What is expected: Only lines holding the word "serif" are needed; copy each of them from the material.

Entries provided:
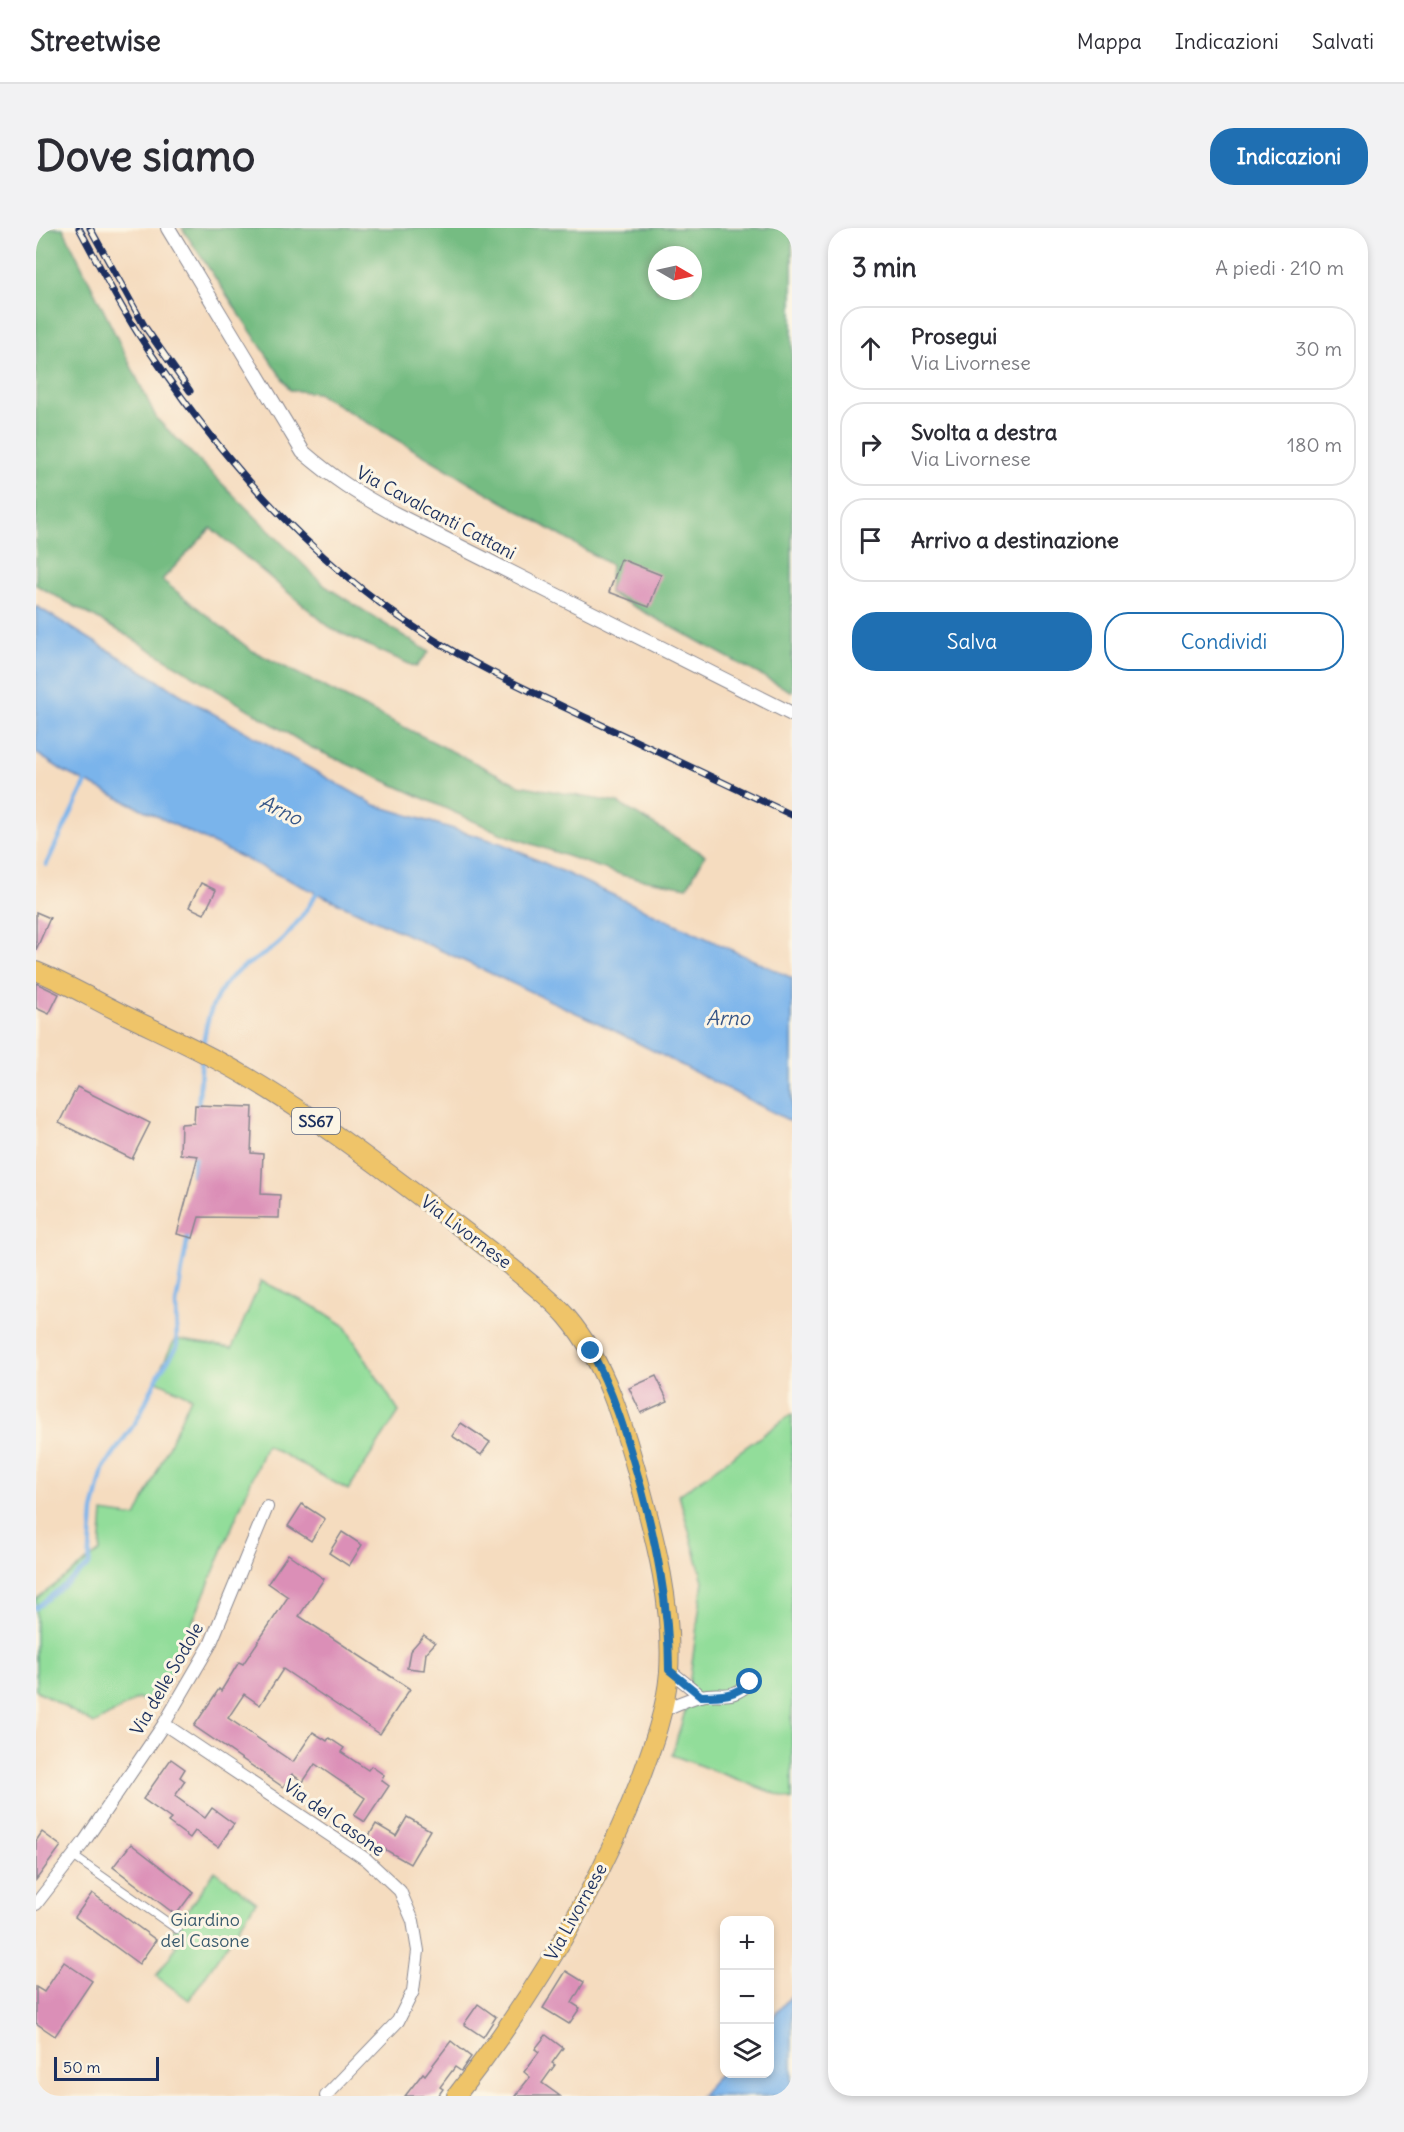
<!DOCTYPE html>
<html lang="it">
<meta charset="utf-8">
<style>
:root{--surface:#fff;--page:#f2f2f3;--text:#2b2b33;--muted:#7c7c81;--line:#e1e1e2;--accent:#1f6fb2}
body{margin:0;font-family:Delius,sans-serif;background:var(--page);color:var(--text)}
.controls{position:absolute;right:18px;bottom:18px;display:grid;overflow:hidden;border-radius:12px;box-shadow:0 3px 9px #0003}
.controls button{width:54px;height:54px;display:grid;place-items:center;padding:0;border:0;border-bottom:2px solid var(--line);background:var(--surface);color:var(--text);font:30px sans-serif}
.compass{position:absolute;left:612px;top:18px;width:54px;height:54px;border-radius:50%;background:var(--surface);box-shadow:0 3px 9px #0003;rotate:99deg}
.scale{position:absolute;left:18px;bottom:15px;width:105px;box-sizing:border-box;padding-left:6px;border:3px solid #1b2f5e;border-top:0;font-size:16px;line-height:21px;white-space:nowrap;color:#1b2f5e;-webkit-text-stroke:4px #fcf5e5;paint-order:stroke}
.stop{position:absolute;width:18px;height:18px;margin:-14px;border:4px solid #1f6fb2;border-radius:50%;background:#fff}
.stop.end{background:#1f6fb2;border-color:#fff;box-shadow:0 2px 6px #0008}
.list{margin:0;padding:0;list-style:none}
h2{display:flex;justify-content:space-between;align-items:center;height:78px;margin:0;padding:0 24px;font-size:26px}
h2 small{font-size:20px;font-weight:400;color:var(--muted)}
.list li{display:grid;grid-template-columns:39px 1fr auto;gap:18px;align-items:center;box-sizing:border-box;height:84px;margin:0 12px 12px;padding:0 12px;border:2px solid var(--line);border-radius:24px}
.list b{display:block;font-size:22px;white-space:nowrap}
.list p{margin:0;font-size:20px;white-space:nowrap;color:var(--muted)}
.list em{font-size:20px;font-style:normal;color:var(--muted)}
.actions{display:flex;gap:12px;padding:18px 24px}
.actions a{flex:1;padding:14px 0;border:2px solid var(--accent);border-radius:24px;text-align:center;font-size:21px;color:var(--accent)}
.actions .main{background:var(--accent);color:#fff}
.icon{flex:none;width:33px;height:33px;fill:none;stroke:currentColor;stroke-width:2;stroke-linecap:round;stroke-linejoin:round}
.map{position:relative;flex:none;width:756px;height:1868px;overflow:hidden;border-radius:24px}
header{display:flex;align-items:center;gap:36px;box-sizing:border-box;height:84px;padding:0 30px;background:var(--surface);border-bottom:2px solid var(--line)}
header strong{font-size:28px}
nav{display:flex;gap:33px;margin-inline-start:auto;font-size:21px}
.intro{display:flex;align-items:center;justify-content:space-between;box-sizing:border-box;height:144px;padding:0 36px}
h1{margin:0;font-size:42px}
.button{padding:15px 27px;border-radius:24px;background:var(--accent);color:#fff;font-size:21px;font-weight:700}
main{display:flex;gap:36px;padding:0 36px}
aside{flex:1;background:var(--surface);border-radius:24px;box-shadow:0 3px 9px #0003}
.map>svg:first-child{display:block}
</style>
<header>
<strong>Streetwise</strong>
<nav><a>Mappa</a><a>Indicazioni</a><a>Salvati</a></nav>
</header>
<div class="intro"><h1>Dove siamo</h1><a class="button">Indicazioni</a></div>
<main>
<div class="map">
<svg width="756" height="1868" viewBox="0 0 756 1868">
<rect width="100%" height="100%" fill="#fcf5e5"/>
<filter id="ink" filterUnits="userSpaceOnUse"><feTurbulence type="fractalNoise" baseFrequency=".0167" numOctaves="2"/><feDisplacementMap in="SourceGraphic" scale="12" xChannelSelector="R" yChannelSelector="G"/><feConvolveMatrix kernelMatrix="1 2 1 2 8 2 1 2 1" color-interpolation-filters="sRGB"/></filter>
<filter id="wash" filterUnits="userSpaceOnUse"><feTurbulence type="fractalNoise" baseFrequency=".008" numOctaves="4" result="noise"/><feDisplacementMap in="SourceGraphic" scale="24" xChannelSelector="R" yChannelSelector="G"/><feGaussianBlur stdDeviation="1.35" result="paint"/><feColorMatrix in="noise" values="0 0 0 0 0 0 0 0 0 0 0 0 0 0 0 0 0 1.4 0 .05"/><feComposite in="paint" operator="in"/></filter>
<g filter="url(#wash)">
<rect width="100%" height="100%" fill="#f5dcbf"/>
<g fill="#92dd9a" stroke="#56867c" stroke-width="1.5">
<path d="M225,1053l58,28 25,16 55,87 -51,78 -82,-45 -109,263 -18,-10 -45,26 -58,-34v-91l64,-48 3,-39 33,5 55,-120 -36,-17 20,-41 57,9z"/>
<path d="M756,1186v386l-120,-45 14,-47 17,-127 -24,-86z"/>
<path d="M179,1643l41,31 -67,98 -33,-24 21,-30 -10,-7z"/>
</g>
<g fill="#75bc82" stroke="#487670" stroke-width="1.5" fill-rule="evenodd">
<path d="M0,0h27l94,191 168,167 104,66 -13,15 -84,-38 -121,-101 -49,52 89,70 268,135 99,18 87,52 -18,32 -62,-11 -125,-43 -190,-86 -187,-114 -87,-48z"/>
<path d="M146,0h610v464l-183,-99 2,-28 -294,-172 -27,-3zM621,27h36v36h-36z"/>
</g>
<g fill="#7ab4eb" stroke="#4a72a4" stroke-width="1.5">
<path d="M0,378l157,96 182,103 128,39 289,134v144l-185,-95 -312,-144 -230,-111 -29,-19z"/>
<path d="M756,1767v101h-92l24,-27v5h46v-54z"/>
</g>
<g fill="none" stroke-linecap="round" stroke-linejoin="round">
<g stroke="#7ab4eb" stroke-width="4.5">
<path d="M10,637l42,-87"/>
<path d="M167,821c2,-29 12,-59 35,-78 14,-11 30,-17 42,-29 16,-16 28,-33 39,-53"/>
<path d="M162,881l4,-52"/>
<path d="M157,949l2,-27"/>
<path d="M0,1380l53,-43 4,-54 10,-42 34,-49 23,-48 17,-25 -1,-43 13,-73"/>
</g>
</g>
<g id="blocks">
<g fill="#db8fb7">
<path d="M585,331l40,16 -12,32 -40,-15z"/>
<path d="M165,655l15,7 -12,24 -15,-7z"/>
<path d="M0,684l14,6 -14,32z"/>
<path d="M0,755l23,11 -10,20 -13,-6z"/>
<path d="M41,859l73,36 -18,36 -73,-36z"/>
<path d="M159,877l58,2 -2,46 12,1 -2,40 19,1 -1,23 -80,-1 -6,21 -16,-4 21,-78 -18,-2 1,-30 13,-1z"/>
<path d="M620,1148l12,25 -27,12 -12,-25z"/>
<path d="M425,1195l29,19 -9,13 -29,-19z"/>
<path d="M266,1276l23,15 -14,22 -23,-15z"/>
<path d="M306,1304l20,13 -13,21 -20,-13z"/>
<path d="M252,1326l36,25 -25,37 111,73 -30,45 -97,-65 -23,36 -16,-11 -16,24 65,44 20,-30 14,9 2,-3 15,10 -3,4 27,18 3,-4 13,9 -3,5 8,6 -24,36 -11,-7 11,-17 -50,-34 -12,18 -11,-8 -9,13 -89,-61 25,-37 2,2 18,-29 4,2 45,-67 -20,-14z"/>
<path d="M388,1407l11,8 -9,10 -2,17 -17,-2 3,-17z"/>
<path d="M135,1531l14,10 -5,8 5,4 -10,15 30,22 7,-10 22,16 -16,23 -23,-16 -5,7 -22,-16 3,-3 -28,-20z"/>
<path d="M371,1589l23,13 -20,34 -43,-25 9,-15 20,12z"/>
<path d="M6,1604l19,14 -25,34v-39z"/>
<path d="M95,1616l62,48 -17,23 -63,-48z"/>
<path d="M56,1665l64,47 -17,24 -64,-47z"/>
<path d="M28,1734l28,19 -37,55 -19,-13v-36l8,5z"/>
<path d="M530,1743l18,11 -12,21 8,5 -11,16 -26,-16z"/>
<path d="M442,1776l18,13 -13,20 -19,-13z"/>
<path d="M510,1807l17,13 -11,15 3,2 -13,18 18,13h-45l15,-19 -6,-5 15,-20 -4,-3z"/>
<path d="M415,1813l20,16 -10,14 -6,-4 -15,20 3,2 -5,7h-33l18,-23 2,2z"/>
</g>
</g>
</g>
<g filter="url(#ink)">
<use href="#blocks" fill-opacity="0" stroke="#88868e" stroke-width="1.5"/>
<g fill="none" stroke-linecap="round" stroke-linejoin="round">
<defs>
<path id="pedestrian" d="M37,1628l104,73"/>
<g id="minor">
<path d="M633,1442l32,26"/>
<path d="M627,1482c12,-5 25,-11 37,-14 24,-5 29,6 51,-14"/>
<path d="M128,1496l203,136 33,31 13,30 5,30 -5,40 -15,30 -72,75"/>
<path d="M0,1676l48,-62 80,-118 46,-79 57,-138"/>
</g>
<path id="tertiary" d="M132,0l135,224c30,26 55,42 90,61l399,201"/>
<path id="primary" d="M0,743c30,12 58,29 87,43 41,20 82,38 121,61 56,33 108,71 160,110 36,27 72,54 107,82 19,16 40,31 56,50 39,46 56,106 72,163 17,62 34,127 30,192 -3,37 -16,73 -29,108 -44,114 -109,220 -184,316"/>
</defs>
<use href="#pedestrian" stroke="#88868e" stroke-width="10"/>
<use href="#minor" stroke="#88868e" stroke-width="14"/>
<use href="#tertiary" stroke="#88868e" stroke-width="16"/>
<use href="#primary" stroke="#88868e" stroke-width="20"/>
<use href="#pedestrian" stroke="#fff" stroke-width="8"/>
<use href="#minor" stroke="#fff" stroke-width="12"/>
<use href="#tertiary" stroke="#fff" stroke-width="14"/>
<use href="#primary" stroke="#efc469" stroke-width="18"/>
<defs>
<g id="rail">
<path d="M43,0c19,35 37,71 58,104 74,115 168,224 283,299 54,35 112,61 169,88 68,32 135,64 203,96"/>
<path d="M54,0l55,99 45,64"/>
</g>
</defs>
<use href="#rail" stroke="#1b2f5e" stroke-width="7"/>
<use href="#rail" stroke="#fcf5e5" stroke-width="4.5" stroke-dasharray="14" stroke-linecap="butt"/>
</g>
</g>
<g fill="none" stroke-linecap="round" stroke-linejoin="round" filter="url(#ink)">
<path stroke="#1f6fb2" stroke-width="8" d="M555,1123c22,40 35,84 48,129 17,62 30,124 30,190l32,26c21,0 34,0 49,-14"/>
</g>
<g text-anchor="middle" stroke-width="6" stroke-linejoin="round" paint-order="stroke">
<rect fill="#fcf5e5" stroke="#5e6a86" stroke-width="1.5" x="256" y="880" width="48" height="26" rx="4.5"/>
<g font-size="16" font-weight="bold" fill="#1b2f5e">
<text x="280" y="899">SS67</text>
</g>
<g font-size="18" fill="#1b2f5e" stroke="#fcf5e5">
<text transform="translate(400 285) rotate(28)" y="6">Via Cavalcanti Cattani</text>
<text transform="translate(430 1004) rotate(37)" y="6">Via Livornese</text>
<text transform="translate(131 1451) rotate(-60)" y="6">Via delle Sodole</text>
<text transform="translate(298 1590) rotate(35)" y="6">Via del Casone</text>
<text transform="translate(540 1684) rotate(-61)" y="6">Via Livornese</text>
</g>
<g font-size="18" fill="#395a6d" stroke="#fcf5e5">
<text x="169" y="1698">Giardino<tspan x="169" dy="21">del Casone</tspan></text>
</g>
<g font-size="20" font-style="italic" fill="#385788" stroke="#fcf5e5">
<text transform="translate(245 582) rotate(26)" y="7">Arno</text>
<text x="692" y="797">Arno</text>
</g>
</g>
</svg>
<div class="controls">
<button>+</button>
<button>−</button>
<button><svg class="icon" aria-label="layers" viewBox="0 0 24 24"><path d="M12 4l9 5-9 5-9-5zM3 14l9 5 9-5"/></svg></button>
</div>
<svg class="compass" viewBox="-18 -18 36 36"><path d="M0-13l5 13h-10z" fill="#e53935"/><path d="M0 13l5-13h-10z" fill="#7c7c81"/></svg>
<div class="scale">50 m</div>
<div class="stop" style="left:714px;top:1454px"></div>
<div class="stop end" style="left:555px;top:1123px"></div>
</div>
<aside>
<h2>3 min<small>A piedi · 210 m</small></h2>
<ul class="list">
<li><svg class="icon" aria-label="ahead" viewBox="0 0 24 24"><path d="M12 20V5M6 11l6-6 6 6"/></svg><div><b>Prosegui</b><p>Via Livornese</p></div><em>30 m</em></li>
<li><svg class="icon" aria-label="right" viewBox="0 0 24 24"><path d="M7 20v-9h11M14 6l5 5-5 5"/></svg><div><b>Svolta a destra</b><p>Via Livornese</p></div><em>180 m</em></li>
<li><svg class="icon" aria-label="arrive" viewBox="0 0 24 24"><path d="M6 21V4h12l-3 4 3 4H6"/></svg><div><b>Arrivo a destinazione</b></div></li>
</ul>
<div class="actions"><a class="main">Salva</a><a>Condividi</a></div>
</aside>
</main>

Result of the task:
body{margin:0;font-family:Delius,sans-serif;background:var(--page);color:var(--text)}
.controls button{width:54px;height:54px;display:grid;place-items:center;padding:0;border:0;border-bottom:2px solid var(--line);background:var(--surface);color:var(--text);font:30px sans-serif}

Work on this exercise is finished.